When I look back now, the images appear in my mind like talisman: a little green room in a dark bar. A hollowed-out tree at the edge of a lake. A claw foot bathtub garden. They are a few tokens of a past; all symbols of a life, of a friendship. They are suspended above my head in reverie, these tokens, and I reach out as if to hold them, as if it were possible to experience their sweetness anew.
In those sweet golden days the weight, the burden of living this life, of garnering experience, getting battered and bloodied, was a refuge that we gladly sought. We had no one to think of but ourselves. Utterly free to make asses of ourselves; and we often did, sometimes merely for sport. It was one of many exquisite luxuries of that time that we would only be able to truly admire when it had long sailed away from us.
I thought I knew myself and I was wrong. My image of myself turned out to be much at odds with the reality. It was jarring. I was encapsulated in a falsehood of sorts; held prisoner by my own devices. I was completely unaware of the source of my distemper but it fell upon me like a woolen cloak, clumsy and suffocating.
I didn’t mind the night fits. The darkness seemed good company for melancholy. It was when I fell apart in broad daylight that alarmed me most. Busses rumbling by, friends conversing as they walked, birds perched upon street lamps, everything humming along and me on the floor in my pajamas in a puddle of tears in the middle of the afternoon. Surely it was unseemly. Surely there was something terribly wrong with me.
And then came that night. I had been up waiting for hours in the dark for him to come home. In my misery, I watched the clock as the hands slowly dragged themselves around, but still the sound of the key in the lock didn’t come.
I had been crying for some time. It was one of those crying jags that scoured me clean, like a seashell that’s been bleached. I felt empty and impossibly light, but in a dangerous way, as though there were nothing left inside.

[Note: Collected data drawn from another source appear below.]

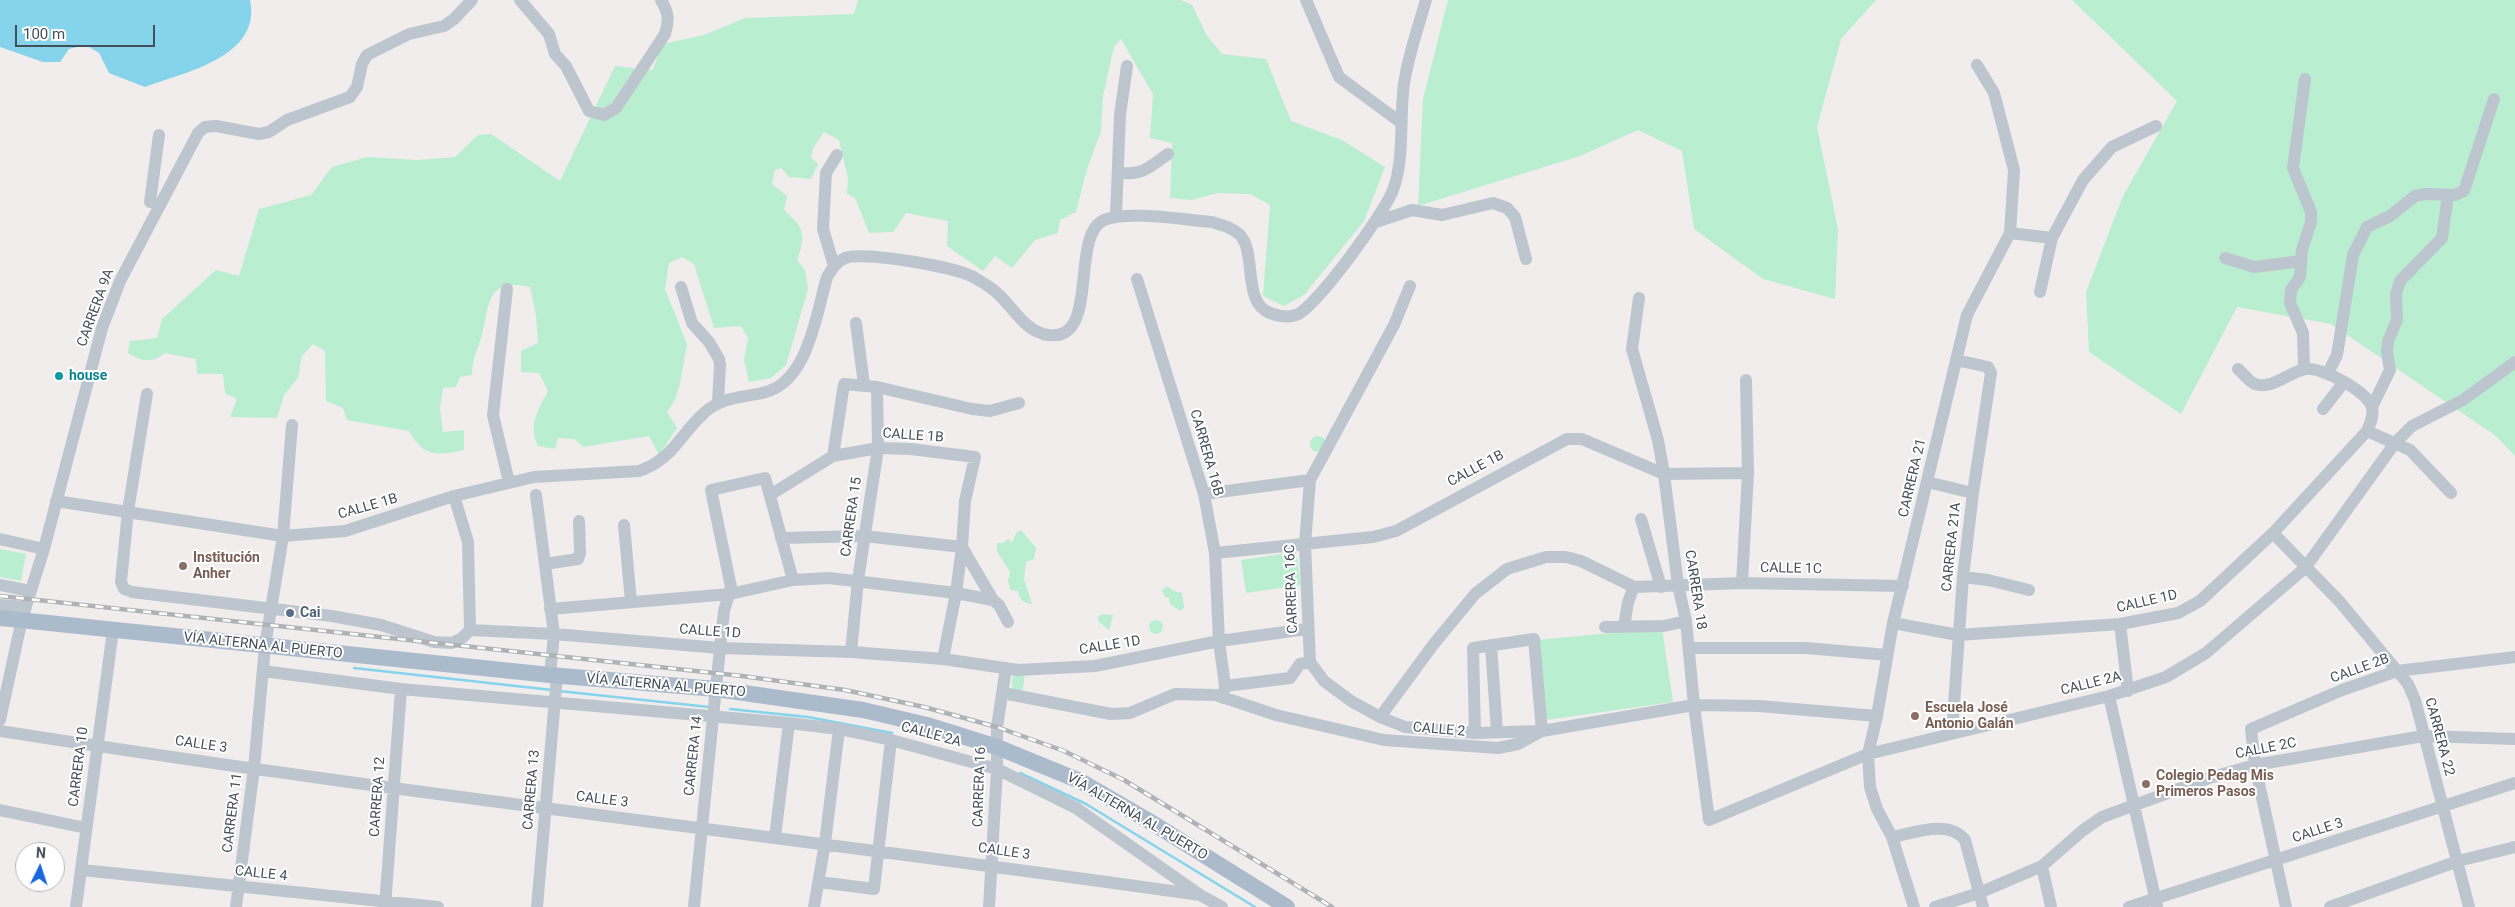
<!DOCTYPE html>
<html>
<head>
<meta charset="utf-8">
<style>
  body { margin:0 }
  #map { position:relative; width:2515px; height:907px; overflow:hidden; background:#f0edec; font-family:Roboto,sans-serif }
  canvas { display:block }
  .north { position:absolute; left:15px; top:842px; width:50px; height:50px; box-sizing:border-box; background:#fff; border:1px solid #b5b9bd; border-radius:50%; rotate:4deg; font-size:14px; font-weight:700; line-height:20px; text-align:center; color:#454f5a }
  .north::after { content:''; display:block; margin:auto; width:18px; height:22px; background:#1867de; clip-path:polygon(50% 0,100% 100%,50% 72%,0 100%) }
  .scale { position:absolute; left:15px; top:25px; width:140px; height:22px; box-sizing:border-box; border:2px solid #454f5a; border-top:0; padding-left:6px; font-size:15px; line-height:18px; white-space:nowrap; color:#454f5a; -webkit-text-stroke:4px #fff; paint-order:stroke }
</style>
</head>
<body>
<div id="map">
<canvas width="2515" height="907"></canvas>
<div class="north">N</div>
<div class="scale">100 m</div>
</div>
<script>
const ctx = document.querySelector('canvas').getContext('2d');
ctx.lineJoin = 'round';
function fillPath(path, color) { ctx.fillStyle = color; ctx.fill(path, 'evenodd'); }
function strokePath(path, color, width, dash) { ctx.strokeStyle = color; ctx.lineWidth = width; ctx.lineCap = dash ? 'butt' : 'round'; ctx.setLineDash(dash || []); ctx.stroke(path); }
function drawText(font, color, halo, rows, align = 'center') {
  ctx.font = font + ' Roboto,sans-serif'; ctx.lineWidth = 4; ctx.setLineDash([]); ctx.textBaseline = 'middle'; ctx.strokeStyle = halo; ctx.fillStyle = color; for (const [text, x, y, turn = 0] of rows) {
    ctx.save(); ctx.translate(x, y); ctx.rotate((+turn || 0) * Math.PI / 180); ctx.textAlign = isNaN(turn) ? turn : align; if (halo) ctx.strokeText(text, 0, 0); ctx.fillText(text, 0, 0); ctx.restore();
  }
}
fillPath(new Path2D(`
  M 858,0 L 1181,0 L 1192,5 L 1207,36 L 1222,54 L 1266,59 L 1291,121 L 1342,140 L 1385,167 L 1364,221 L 1304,295 L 1284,306 L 1263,296 L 1270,205 L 1250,194 L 1217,193 L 1192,200 L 1170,198 L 1172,143 L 1150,138 L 1153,94 L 1121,39 L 1114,47 L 1103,96 L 1101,131 L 1087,169 L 1076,212 L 1060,220 L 1058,233 L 1035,240 L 1012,268 L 995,256 L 983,271 L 947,246 L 948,221 L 906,213 L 893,232 L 869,233 L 855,198 L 847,194 L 848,179 L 839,140 L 824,132 L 813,148 L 811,157 L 818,164 L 811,179 L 789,177 L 781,168 L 775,170 L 772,184 L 787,196 L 784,210 C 805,228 806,235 797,260 L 805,270 L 808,289 L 786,365 L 771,378 L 749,382 L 744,360 L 748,338 L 741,326 L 714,328 L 694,264 L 682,257 L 669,263 L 665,289 L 687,344 L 680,384 L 675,400 L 667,412 L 677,428 L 659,455 L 649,436 L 583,447 L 575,439 L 558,438 L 555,449 L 538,446 C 528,426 538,409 548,391 L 539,373 L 521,372 L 521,351 L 538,343 L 536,315 L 530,287 C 484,277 490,307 481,338 C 477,352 472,358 472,375 L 460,377 L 456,387 L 443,388 L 440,409 L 443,432 L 464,430 L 464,450 C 437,456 424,457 409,431 L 347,420 L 343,408 L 326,401 L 325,351 L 313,344 L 302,356 L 298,378 L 284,395 L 277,418 L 230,417 L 237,399 L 225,393 L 223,374 L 197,374 L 196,359 L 165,353 C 152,363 142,362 128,353 L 130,341 L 157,338 L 162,319 L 216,270 L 239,276 L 259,209 L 311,195 L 332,167 L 367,157 L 418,160 L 455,157 L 478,135 L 491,134 L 560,181 L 615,66 L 653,70 L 662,44 L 704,35 L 745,18 L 854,14 Z
  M 1448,0 L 1876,0 L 1841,39 L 1817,127 L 1838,229 L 1835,299 L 1763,279 L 1694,229 L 1682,151 L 1638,130 L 1580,156 L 1418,206 L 1423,99 Z
  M 2072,0 L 2515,0 L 2515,456 L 2496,436 L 2331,324 L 2237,307 L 2181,414 L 2089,352 L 2086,292 L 2123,196 L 2177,101 Z
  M1310 444a8 8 0 1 1 16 0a8 8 0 1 1-16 0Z
  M 1021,530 L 1036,548 L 1034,559 L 1026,562 L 1024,579 L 1032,604 C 1023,603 1019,600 1018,591 L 1011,590 L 1008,582 L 1010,572 L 997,551 L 997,543 L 1003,543 L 1008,539 L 1012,543 L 1016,533 Z
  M 0,549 L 26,554 L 21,581 L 0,577 Z
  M 1296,552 L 1301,585 L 1246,593 L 1241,560 Z
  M 1167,586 L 1174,591 L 1182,593 L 1184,608 L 1180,611 L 1170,604 L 1169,598 L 1165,597 L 1162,590 Z
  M 1102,614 L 1113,615 L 1109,630 L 1098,621 L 1098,617 Z
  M1149 627a7 7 0 1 1 14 0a7 7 0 1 1-14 0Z
  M 1662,628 L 1673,702 L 1546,720 L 1537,640 Z
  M 1015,673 L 1025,674 L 1022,694 L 1015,693 C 1011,685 1010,681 1015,673 Z`), '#baeed0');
fillPath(new Path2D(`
  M 0,0 L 250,0 C 262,57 185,72 145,87 L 109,73 L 99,53 L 86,45 L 69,49 L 60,62 L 43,62 L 0,47 Z`), '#86d3ec');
strokePath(new Path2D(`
  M 354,668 L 552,690
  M 559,691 L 709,707
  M 730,709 L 808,717 L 892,733
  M 1020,773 L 1086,804 L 1255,907`), '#86d3ec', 2.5);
strokePath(new Path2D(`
  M 520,0 L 549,34 L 555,54 L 566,66 L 589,111 L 604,115 L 616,108 L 665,34 C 669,20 669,13 661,0
  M 1306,0 L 1339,77 L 1400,122
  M 1118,173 C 1143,175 1148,168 1168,154
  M 150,202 L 159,135
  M 1116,215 L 1120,115 L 1127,66
  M 1376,222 L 1412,210 L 1442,215 L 1493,203 L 1507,208 L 1515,217 L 1526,259
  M 2010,233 L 2052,238
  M 2225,258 L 2254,267 L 2301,261
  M 834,266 L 823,229 L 826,173 L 837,155
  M 1137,279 L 1204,494 L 1215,553 L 1219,641 L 1225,686 L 1223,698
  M 1410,286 L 1394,325 L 1310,480 L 1305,544 L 1310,662 L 1324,681 L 1351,701 L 1380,717 L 1405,727 L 1475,733 L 1539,731
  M 681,287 L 692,323 L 709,342 L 719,359 L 720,365 L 718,402
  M 507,289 L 493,415 L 509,482
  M 2040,292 L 2052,238 L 2083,180 L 2112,147 L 2156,126
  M 1639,298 L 1632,349 L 1658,440 L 1664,474 L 1678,585 L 1686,621 L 1694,705 L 1709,820 L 1868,754 L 2109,696 L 2166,677 L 2206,653 L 2305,568 L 2395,443 L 2412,426 L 2463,400 L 2515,362
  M 856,323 L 864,385
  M 2304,369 L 2303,333 L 2290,303 L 2291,290 L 2300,277 L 2302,250 L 2311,222 L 2311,212 L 2293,168 L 2305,79
  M 2328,373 L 2337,355 L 2353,255 L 2367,227 L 2390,216 L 2415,196 L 2425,194 L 2455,195 L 2464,191 L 2494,99
  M 147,394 L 128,511 L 121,582 L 124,589 L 132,592 L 332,616 L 381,625 L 434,642 L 452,643 L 462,638 L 470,630 L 554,634 L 720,648 L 851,652 L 943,659 L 1018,670 L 1095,666 L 1219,641 L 1307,629
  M 2372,407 L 2390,370 L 2387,352 L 2388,341 L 2397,320 L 2396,294 L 2400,281 L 2442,238 L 2448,195
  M 2323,409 L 2344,382
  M 2367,431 L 2410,450 L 2451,493
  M 833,456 L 844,384 L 877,387 L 972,409 L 990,411 L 1019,403
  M 1927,482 L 1973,493
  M 1204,494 L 1310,480
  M 536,495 L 554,634 L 550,675
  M 770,495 L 833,456 L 878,448 L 911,449 L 975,457 L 965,501 L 962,547 L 956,593 L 943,659
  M 454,496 L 468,542 L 470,630
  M 56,501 L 283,536 L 345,531 L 454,496 L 534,477 L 639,471 C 672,460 679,436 703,414 C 720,397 740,398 762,393 C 808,384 816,315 827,277 C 832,269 836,262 845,258 C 863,251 958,267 975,278 C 982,282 991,287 997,293 C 1013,307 1025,332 1048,335 C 1101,342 1069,236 1104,220 C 1126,210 1186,220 1212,222 C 1222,225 1232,227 1240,235 C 1257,253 1242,303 1270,313 C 1278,316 1287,318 1296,315 C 1316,308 1385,212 1393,190 C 1405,158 1399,119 1404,84 C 1408,56 1418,28 1426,0
  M 1641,519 L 1661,587
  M 624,525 L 631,602
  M 2273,533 L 2340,602 L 2408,684 L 2415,700 L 2469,907
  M 781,538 L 864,536 L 962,547 L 993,600 L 999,605 L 1008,622
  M 0,539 L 44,549
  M 1215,553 L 1373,537 L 1396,531 L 1567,439 L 1582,439 L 1664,474 L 1748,473
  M 545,564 L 578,559 L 580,553 L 579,521
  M 1963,577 L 1988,580 L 2029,590
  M 1742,583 L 1748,473 L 1746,380
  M 0,585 L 30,591
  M 0,605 L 26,607
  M 550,609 L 730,594 L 793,580 L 829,578 L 956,593 L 993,600
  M 1893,623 L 1958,635 L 2120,624 L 2178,613 L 2200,601 L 2273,533 L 2367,431 C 2370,424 2374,416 2372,408 C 2369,392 2322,367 2306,369 C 2290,371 2273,390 2255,384 C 2249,382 2243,373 2238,369
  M 2120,624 L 2128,691
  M 1605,627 L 1664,626 L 1686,621
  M 1624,627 L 1628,602 L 1634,587
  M 1491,645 L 1497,732
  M 1689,648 L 1806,648 L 1887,655
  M 851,652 L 858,580 L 878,448 L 877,387
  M 263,671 L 401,689 L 789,723 L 839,729 L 891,740 L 997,769 L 1076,808 L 1200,895 L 1222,907
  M 1225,686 L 1290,678 L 1300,664 L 1310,662
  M 1003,693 L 1111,714 L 1130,713 L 1175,694 L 1216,695 L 1276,715 L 1384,740 L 1498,748 L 1518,744 L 1542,731 L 1694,705 L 1759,706 L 1877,716
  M 2109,696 L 2157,906
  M 1380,717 L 1433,645 L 1475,594 L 1507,569 L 1546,557 L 1566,557 L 1581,561 L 1634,587 L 1742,583 L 1903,586
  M 0,720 L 22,619 L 44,549 L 102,328 L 120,281 L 198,133 L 205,127 L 216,126 L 259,134 L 269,132 L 287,120 L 350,97 L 357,87 L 362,64 L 367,55 L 409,34 L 444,26 L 454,19 L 472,0
  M 0,731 C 399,794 800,838 1200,895
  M 1475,733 L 1473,648 L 1534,639 L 1542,731
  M 1952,733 L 1963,577 L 1973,493 L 1991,373 L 1988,367 L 1956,360
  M 0,810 L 86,828
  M 775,837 L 789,723
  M 1892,837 C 1914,833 1949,819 1965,840 L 1983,907
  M 2042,866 L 2051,907
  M 82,870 L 438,907
  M 819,882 L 874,889 L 891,740
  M 76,907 L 113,630
  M 236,907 L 254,768 L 265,646 L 283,536 L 292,425
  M 385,907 L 401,689
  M 537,907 L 557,676
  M 694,907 L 720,648 L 724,611 L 731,587 L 711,490 L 765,478 L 793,580
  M 814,907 L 825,843 L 839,729
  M 989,907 L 997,769 L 997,727 L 1006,668
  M 1914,907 L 1892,837 L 1877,809 L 1870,787 L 1868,754 L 1877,716 L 1893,623 L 1967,315 L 2010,233 L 2014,170 L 1994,93 L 1977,65
  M 1935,907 L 1979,893 L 2042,866 L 2082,831 L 2102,817 L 2209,778 L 2255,765 L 2423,736 L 2515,739
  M 2129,907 L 2515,783
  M 2286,907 L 2255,765 L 2251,729 L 2342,690 L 2397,671 L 2515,657
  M 2330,907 L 2458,861 L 2515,847`), '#bdc6cf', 12);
strokePath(new Path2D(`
  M 0,618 L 550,675 L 716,689 L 863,710 L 927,725 L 997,747 L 1080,781 L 1154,824 L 1287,907`), '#acbbcc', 16);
const rail = new Path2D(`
  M 0,596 L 742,676 L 845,690 L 924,707 L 997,727 L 1064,751 L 1124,780 L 1332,907`);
strokePath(rail, '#afb2b7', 4.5);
strokePath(rail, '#fff', 2.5, [8]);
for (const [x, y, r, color] of [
  [59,376,5,"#0f9aa8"],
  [183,566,5,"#8d6e63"],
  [290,613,5,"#5c6f8a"],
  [1915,716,5,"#8d6e63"],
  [2146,784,5,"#8d6e63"]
]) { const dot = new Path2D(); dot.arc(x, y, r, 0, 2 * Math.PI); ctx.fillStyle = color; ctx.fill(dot); strokePath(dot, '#fff', 2); }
drawText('14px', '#454f5a', '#fff', [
  ["CARRERA 9A",96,308,-70],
  ["CALLE 1B",913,436,4],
  ["CARRERA 16B",1206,453,74],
  ["CALLE 1B",1476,469,-28],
  ["CARRERA 21",1913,478,-77],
  ["CALLE 1B",368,507,-16],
  ["CARRERA 15",852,517,-82],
  ["CARRERA 21A",1952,547,-84],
  ["CALLE 1C",1791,569,1],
  ["CARRERA 16C",1292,589,-92],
  ["CARRERA 18",1695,590,81],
  ["CALLE 1D",2147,602,-13],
  ["CALLE 1D",710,632,4],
  ["VÍA ALTERNA AL PUERTO",263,646,6],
  ["CALLE 1D",1110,646,-9],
  ["CALLE 2B",2360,669,-20],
  ["CALLE 2A",2091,684,-14],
  ["VÍA ALTERNA AL PUERTO",666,686,5],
  ["CALLE 2",1439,730,5],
  ["CALLE 2A",931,735,15],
  ["CARRERA 22",2439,737,75],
  ["CALLE 3",201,745,8],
  ["CALLE 2C",2266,749,-11],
  ["CARRERA 14",694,756,-84],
  ["CARRERA 10",79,767,-83],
  ["CARRERA 16",980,787,-88],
  ["CARRERA 13",532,790,-85],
  ["CARRERA 12",378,797,-86],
  ["CALLE 3",602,800,7],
  ["CARRERA 11",233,813,-83],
  ["VÍA ALTERNA AL PUERTO",1137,817,30],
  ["CALLE 3",2318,831,-18],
  ["CALLE 3",1004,852,8],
  ["CALLE 4",261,874,6]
]);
drawText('bold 14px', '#0d838f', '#fff', [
  ["house",69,376]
], 'left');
drawText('bold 14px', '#785e54', '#fff', [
  ["Institución",193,558],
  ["Anher",193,574],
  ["Escuela José",1925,708],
  ["Antonio Galán",1925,724],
  ["Colegio Pedag Mis",2156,776],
  ["Primeros Pasos",2156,792]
], 'left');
drawText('bold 14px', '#4e5e75', '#fff', [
  ["Cai",300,613]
], 'left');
</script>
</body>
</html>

So I opened the window. The night air blew the curtain into my face. I scrambled out onto the fire escape. I made my way up the ladder on auto pilot. I was already in a trance at this stage. I made my way to the very lip of the rooftop, sat down and dangled my feet over the edge.
I was six stories up. I looked down and tried to absorb what was passing by below on the street. I wanted to see busses and people and street lamps. What I saw instead was like looking out a windshield in a bad storm. Streaks of color and light and noise, all of it slurring below me, and drawn out as though I were trying to see it all, hear it all, from underwater.
I don’t know how long I sat there like that. Long enough to have become cold without realizing and long enough to have become treacherously fatigued. I started to fall forward. There was no conscious intent in that motion. It was just something that happened to me.
And then an arm wrapped itself around my neck and pulled me from that edge and I was saved. I had been spared a certain horrible and senseless death. He didn’t know why he stopped working early that night. He didn’t know why he found himself rushing home. How could he have known? And yet when he stepped into the room, saw the curtain blowing in and out in swells, he knew where to find me.
What if he had continued with his work? What if he had gotten caught at a light? What if he had made himself a sandwich before seeking me out?
But none of those things happened. He pulled me back. He saved me from myself.